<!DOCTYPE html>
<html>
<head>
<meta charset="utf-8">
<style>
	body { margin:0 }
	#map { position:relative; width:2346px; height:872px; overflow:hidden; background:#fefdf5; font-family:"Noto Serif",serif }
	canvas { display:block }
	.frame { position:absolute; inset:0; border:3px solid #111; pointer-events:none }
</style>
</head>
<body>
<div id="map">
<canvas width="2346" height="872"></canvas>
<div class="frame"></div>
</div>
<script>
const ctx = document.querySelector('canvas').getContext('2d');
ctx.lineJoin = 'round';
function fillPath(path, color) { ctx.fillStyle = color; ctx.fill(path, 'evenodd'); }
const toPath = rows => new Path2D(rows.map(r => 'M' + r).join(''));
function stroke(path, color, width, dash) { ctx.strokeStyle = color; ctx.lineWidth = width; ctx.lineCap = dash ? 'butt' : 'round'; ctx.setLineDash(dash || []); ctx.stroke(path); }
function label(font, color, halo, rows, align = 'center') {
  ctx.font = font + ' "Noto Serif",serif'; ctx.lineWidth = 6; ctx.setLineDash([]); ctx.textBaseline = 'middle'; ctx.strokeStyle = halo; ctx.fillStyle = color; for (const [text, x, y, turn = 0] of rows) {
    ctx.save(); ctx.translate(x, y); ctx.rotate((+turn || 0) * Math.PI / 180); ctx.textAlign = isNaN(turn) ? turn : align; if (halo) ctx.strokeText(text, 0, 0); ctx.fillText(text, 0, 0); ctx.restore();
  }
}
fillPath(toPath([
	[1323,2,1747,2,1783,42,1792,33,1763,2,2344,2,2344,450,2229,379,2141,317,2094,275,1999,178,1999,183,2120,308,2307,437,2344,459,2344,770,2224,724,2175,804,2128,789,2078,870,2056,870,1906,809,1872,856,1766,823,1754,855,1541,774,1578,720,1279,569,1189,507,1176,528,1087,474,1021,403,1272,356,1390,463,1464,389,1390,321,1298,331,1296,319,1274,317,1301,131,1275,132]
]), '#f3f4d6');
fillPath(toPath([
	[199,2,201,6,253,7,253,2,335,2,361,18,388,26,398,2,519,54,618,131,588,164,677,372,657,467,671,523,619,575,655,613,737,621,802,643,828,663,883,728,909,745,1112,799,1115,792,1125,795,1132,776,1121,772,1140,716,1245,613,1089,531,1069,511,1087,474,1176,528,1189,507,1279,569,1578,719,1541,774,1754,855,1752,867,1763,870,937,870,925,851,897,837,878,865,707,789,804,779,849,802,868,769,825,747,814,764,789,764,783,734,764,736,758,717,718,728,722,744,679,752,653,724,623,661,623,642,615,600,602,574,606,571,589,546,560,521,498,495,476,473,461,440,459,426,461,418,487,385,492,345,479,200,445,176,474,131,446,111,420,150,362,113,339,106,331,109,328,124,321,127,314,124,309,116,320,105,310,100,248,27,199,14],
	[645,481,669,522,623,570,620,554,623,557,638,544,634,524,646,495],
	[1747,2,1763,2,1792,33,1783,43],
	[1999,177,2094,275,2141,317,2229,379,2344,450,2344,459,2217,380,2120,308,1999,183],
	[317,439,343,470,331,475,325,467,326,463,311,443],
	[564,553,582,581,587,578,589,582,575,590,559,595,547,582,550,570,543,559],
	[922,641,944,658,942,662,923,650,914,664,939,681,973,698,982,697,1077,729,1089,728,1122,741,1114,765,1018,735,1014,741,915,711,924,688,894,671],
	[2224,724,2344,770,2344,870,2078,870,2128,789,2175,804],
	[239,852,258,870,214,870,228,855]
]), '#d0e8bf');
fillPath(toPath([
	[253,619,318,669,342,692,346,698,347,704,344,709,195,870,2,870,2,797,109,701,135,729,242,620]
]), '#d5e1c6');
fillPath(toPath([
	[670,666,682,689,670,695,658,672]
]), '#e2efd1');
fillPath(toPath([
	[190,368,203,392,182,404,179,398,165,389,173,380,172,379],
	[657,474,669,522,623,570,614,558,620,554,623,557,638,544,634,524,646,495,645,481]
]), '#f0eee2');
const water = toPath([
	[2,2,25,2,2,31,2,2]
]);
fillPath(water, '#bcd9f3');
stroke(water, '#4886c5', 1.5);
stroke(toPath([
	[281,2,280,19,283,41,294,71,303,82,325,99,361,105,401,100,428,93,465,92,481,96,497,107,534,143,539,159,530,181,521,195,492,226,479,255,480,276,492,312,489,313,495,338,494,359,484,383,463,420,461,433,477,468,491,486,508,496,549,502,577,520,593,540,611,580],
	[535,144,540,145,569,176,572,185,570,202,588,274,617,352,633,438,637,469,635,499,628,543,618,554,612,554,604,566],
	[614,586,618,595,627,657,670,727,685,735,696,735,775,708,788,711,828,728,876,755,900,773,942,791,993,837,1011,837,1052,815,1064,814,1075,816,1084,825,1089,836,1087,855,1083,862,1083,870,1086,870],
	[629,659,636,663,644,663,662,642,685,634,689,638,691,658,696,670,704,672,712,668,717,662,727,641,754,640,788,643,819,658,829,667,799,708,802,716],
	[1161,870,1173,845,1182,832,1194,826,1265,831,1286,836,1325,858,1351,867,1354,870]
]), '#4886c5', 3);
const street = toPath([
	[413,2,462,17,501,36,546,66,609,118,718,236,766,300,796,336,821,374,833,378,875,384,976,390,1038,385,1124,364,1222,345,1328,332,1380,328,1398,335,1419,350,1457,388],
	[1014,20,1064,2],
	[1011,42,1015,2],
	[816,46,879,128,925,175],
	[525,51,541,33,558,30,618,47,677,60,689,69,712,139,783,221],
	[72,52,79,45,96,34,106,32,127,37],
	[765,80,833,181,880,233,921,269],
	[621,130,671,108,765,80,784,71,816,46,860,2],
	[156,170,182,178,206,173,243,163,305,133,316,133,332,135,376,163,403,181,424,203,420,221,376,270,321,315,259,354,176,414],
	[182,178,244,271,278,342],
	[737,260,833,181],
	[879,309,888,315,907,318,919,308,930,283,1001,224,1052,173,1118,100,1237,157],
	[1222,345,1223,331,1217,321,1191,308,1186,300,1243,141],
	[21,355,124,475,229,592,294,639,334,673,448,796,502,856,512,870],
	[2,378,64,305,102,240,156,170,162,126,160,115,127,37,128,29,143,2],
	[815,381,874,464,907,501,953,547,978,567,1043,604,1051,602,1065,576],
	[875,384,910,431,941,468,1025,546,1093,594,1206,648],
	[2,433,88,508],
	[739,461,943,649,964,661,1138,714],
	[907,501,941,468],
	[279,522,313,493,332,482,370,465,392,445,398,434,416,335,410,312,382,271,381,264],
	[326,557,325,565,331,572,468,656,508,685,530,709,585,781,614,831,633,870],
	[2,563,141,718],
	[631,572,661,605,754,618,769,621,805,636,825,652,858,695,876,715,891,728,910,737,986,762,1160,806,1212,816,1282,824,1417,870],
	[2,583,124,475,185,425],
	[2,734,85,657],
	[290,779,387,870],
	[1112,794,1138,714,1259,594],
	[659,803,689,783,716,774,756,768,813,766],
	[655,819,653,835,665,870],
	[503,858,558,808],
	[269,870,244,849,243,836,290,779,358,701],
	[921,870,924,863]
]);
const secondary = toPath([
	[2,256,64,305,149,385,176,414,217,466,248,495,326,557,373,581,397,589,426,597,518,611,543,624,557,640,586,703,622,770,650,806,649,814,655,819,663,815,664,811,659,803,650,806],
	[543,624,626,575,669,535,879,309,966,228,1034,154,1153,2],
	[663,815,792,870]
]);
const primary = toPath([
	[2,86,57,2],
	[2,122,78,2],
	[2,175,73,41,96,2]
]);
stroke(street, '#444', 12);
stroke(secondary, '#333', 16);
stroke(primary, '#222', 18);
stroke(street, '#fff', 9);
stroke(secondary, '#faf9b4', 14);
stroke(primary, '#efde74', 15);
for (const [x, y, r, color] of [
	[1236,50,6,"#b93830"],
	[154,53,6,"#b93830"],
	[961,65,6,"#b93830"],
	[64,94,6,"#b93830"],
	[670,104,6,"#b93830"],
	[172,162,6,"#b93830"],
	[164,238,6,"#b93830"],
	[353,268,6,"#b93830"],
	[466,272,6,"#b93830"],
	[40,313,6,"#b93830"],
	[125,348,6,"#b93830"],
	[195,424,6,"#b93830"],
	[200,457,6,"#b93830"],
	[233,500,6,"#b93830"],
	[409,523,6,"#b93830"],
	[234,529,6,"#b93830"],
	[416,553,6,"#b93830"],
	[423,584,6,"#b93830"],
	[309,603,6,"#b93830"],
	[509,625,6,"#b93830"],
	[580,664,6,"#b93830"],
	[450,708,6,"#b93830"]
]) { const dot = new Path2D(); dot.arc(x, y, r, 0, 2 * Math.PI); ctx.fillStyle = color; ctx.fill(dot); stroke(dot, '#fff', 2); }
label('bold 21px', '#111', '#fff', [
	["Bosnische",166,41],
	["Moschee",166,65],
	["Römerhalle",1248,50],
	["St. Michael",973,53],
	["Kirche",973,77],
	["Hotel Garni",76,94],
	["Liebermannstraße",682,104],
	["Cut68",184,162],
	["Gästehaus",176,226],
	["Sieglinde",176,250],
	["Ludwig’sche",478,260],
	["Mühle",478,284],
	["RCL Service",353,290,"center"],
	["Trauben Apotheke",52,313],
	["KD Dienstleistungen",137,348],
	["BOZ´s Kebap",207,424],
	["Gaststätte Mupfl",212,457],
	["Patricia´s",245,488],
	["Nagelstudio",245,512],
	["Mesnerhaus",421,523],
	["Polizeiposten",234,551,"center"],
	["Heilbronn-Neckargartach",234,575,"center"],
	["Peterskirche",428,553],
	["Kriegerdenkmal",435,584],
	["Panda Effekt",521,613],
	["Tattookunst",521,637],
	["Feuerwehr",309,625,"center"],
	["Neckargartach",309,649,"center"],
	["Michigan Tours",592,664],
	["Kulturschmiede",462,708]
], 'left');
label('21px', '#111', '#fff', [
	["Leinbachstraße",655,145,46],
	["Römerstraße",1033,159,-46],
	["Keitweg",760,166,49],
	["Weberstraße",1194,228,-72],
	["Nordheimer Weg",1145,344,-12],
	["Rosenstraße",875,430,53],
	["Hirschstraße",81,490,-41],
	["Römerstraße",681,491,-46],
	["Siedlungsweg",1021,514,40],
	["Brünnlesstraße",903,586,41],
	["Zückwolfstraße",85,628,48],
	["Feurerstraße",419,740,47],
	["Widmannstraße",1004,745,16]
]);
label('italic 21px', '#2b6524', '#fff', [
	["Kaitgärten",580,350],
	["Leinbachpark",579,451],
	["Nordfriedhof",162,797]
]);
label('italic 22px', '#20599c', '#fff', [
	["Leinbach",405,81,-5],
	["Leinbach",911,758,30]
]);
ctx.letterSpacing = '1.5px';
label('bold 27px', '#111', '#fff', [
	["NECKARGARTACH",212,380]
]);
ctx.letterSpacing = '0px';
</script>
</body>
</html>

====================

Lines containing the string "halo" in the listing: say how many there are, giving only the number.

**Answer to the problem**
3